**What to do**
Would you print the records as they stand, down to the last character?

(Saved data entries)
'''

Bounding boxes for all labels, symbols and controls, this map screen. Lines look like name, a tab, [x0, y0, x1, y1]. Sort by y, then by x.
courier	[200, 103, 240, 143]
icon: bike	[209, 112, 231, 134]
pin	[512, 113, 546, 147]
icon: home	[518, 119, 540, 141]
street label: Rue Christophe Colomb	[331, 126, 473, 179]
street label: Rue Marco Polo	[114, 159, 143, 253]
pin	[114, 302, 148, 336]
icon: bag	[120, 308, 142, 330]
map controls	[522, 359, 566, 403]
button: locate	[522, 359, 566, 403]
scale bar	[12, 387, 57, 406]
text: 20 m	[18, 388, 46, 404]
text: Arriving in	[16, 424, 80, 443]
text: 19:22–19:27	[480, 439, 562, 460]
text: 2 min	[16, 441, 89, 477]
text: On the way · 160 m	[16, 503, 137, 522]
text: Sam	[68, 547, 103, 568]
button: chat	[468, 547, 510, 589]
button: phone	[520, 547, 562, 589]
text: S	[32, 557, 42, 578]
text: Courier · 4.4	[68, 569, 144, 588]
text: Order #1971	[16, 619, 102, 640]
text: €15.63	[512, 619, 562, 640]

'''

**Written response**
Bounding boxes for all labels, symbols and controls, this map screen. Lines look like name, a tab, [x0, y0, x1, y1]. Sort by y, then by x.
courier	[200, 103, 240, 143]
icon: bike	[209, 112, 231, 134]
pin	[512, 113, 546, 147]
icon: home	[518, 119, 540, 141]
street label: Rue Christophe Colomb	[331, 126, 473, 179]
street label: Rue Marco Polo	[114, 159, 143, 253]
pin	[114, 302, 148, 336]
icon: bag	[120, 308, 142, 330]
map controls	[522, 359, 566, 403]
button: locate	[522, 359, 566, 403]
scale bar	[12, 387, 57, 406]
text: 20 m	[18, 388, 46, 404]
text: Arriving in	[16, 424, 80, 443]
text: 19:22–19:27	[480, 439, 562, 460]
text: 2 min	[16, 441, 89, 477]
text: On the way · 160 m	[16, 503, 137, 522]
text: Sam	[68, 547, 103, 568]
button: chat	[468, 547, 510, 589]
button: phone	[520, 547, 562, 589]
text: S	[32, 557, 42, 578]
text: Courier · 4.4	[68, 569, 144, 588]
text: Order #1971	[16, 619, 102, 640]
text: €15.63	[512, 619, 562, 640]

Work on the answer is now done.